Huawei’s Supernode 384 is shaking up the AI hardware scene with a whopping 300 petaFLOPs of computing muscle—166% more powerful than Nvidia’s GB200 NVL72. Despite guzzling 559 kW (Nvidia’s only needs 145 kW), this beast leverages 384 Ascend 910C processors in an all-to-all topology that’s apparently “a generation ahead.” China’s low electricity costs make the power-hungry approach viable. The David vs. Goliath battle for AI chip supremacy just got interesting.

While Nvidia has comfortably worn the crown in AI hardware for years, Huawei‘s new CloudMatrix 384 “Supernode” system is making Jensen Huang’s empire look a bit less invincible. The Chinese tech giant has assembled a behemoth featuring 384 Ascend 910C AI processors in a peer-to-peer architecture that delivers approximately 300 PetaFLOPs of dense BF16 compute performance—a whopping 166% higher than Nvidia’s GB200 NVL72.

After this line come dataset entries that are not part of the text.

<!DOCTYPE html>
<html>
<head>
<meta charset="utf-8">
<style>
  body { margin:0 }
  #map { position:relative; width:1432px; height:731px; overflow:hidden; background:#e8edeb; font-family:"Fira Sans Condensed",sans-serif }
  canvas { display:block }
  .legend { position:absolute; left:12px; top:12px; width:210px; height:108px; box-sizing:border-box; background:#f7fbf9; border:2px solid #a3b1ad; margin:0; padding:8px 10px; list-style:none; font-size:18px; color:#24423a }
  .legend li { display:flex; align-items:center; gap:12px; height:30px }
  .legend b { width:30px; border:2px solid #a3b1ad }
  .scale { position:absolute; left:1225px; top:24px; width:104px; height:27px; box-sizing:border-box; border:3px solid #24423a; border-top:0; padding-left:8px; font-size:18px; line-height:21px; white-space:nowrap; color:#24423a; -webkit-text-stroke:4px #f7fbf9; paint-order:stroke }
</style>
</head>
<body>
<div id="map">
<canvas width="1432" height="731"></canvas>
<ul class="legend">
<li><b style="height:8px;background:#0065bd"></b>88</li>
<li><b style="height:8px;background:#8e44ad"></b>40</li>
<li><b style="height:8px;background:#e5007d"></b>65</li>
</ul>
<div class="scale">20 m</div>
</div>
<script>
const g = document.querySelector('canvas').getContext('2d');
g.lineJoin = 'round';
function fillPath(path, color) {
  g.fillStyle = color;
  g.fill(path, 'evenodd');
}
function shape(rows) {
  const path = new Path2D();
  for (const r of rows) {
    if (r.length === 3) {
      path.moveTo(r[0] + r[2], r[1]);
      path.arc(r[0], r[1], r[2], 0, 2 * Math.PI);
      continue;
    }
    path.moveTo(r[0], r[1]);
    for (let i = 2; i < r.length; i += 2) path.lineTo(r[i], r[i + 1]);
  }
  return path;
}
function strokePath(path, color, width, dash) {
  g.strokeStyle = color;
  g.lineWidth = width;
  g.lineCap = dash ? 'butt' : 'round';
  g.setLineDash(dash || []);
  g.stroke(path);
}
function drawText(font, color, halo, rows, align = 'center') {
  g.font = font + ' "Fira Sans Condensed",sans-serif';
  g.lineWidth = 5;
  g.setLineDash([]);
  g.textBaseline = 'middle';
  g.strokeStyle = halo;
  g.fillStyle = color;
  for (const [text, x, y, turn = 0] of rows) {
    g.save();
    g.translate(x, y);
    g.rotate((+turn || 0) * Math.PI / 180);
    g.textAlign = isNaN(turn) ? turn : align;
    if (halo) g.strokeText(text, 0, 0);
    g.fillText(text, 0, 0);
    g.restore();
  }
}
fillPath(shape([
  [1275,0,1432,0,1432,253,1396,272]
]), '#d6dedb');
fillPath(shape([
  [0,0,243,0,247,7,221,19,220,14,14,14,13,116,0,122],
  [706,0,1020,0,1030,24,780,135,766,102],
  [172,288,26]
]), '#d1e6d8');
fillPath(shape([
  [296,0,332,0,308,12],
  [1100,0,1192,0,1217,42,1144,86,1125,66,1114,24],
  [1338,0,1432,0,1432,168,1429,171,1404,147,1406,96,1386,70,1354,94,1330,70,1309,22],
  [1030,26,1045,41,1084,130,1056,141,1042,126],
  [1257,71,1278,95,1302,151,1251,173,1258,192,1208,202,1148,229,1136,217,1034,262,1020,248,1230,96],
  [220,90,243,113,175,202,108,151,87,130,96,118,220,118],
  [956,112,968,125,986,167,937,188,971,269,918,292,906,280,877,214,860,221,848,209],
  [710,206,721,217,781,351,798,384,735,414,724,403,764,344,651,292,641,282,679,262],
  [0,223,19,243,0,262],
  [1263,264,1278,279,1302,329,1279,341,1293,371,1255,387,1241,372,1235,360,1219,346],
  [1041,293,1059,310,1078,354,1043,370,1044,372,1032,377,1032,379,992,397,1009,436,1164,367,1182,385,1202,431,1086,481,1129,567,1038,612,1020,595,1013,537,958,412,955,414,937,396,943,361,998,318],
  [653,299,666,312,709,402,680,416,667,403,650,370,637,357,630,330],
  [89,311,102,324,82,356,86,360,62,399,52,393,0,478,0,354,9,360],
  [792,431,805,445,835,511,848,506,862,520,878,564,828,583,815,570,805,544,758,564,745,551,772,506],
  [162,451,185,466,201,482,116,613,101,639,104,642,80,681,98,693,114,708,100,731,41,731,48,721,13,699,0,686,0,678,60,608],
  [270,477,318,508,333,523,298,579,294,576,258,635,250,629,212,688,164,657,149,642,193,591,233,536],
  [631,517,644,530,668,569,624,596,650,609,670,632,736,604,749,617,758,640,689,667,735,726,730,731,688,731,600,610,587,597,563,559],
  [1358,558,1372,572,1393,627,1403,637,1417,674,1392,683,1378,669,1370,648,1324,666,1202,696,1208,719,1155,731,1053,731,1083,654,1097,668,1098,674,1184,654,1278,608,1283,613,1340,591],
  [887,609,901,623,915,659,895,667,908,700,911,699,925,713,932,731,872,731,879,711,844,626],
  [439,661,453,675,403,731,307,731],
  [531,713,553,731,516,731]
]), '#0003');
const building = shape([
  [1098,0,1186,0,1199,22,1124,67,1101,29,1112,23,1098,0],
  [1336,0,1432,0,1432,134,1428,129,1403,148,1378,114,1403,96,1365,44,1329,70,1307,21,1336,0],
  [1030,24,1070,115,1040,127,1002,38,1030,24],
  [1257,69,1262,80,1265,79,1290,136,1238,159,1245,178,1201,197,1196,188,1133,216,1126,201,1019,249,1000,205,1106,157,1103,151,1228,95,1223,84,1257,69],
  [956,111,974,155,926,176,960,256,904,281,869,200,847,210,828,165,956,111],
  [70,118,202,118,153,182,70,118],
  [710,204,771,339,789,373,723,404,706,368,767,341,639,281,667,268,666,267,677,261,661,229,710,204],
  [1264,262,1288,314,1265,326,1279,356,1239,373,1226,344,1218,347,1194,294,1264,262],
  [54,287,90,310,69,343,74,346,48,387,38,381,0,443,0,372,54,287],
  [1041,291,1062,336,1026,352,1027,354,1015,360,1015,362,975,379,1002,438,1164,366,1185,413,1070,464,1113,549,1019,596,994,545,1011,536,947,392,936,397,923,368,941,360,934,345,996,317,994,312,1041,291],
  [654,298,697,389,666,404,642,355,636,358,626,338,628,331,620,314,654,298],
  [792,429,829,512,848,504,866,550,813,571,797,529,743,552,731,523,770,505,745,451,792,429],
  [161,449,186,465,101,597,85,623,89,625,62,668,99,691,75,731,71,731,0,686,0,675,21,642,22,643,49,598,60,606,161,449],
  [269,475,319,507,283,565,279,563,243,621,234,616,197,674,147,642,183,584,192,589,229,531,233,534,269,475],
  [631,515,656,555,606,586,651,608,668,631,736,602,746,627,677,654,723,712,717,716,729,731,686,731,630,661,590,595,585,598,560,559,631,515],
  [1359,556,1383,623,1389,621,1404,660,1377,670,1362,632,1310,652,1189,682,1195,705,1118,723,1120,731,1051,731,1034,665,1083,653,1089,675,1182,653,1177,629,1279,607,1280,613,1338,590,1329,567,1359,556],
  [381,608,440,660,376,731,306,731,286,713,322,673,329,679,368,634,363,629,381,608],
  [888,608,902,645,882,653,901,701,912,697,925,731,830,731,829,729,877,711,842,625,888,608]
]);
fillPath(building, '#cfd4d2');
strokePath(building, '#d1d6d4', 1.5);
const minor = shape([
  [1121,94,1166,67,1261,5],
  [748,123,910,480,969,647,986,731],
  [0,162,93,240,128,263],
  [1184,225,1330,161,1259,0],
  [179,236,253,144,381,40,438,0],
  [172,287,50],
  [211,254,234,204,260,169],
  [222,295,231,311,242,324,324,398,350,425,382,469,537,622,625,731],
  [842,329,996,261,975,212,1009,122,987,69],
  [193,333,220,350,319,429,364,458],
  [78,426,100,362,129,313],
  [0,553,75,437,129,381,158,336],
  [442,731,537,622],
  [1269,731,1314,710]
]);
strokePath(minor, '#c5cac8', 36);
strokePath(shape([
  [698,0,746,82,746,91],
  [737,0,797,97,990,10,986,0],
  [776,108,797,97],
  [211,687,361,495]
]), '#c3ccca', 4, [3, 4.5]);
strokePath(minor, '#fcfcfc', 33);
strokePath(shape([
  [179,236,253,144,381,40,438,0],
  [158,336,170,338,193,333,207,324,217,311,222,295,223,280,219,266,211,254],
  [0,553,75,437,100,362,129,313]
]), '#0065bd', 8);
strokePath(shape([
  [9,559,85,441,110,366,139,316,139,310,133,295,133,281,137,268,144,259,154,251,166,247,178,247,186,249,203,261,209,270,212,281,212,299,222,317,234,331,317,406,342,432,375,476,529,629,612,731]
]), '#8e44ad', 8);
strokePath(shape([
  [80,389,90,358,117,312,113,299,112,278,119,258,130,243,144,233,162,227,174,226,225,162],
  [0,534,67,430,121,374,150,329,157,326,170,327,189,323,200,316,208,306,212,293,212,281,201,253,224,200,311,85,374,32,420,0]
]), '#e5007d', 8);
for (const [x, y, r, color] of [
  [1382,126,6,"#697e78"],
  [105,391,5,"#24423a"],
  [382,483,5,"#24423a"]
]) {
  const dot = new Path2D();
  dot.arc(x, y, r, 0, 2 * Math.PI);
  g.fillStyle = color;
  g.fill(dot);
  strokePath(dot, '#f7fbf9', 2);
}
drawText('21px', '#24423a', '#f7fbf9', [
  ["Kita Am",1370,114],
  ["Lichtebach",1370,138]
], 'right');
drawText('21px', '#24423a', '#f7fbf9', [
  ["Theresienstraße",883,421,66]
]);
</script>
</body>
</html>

Let’s be real: Huawei’s individual chips aren’t winning any races. Nvidia’s GB200 processors deliver triple the BF16 performance per chip, with more on-chip memory and faster bandwidth. But Huawei’s strategy isn’t about the solo performance—it’s about strength in numbers, like a less-talented basketball team that still dominates through sheer depth.

The Supernode‘s secret sauce? An all-to-all topology that replaces conventional Ethernet with high-speed bus connections, improving communications bandwidth by 15 times. This architectural wizardry slashes single-hop latency from 2 microseconds to 200 nanoseconds. Not too shabby.

When running AI models, the numbers get interesting. Meta’s LLaMA 3 achieved 132 tokens per second per card, while models from Alibaba’s Qwen and DeepSeek families reached up to 750 tokens per second per card—delivering 2.5 times better performance than traditional cluster architectures. The system has already been deployed in provinces across China, demonstrating its real-world viability beyond theoretical capabilities.

There’s a power consumption catch, though. The Supernode gulps down 559 kW compared to Nvidia’s relatively modest 145 kW, making Nvidia’s solution 2.3 times more power-efficient. But in China, where electricity costs are dropping to around $56 per MWh in some regions, performance trumps efficiency.

Industry analysts suggest Huawei’s scale-up solution is “arguably a generation ahead” of current offerings from Nvidia and AMD, despite using individual chips that are technically a generation behind. The system was explicitly designed to excel with Mixture-of-Experts models, addressing the growing complexity of modern AI workloads. With the global AI market projected to reach $1.85 trillion by 2030, innovations like the Supernode represent critical developments in the competitive landscape. It’s like watching David challenge Goliath—if David had 384 slingshots and didn’t mind a hefty electric bill.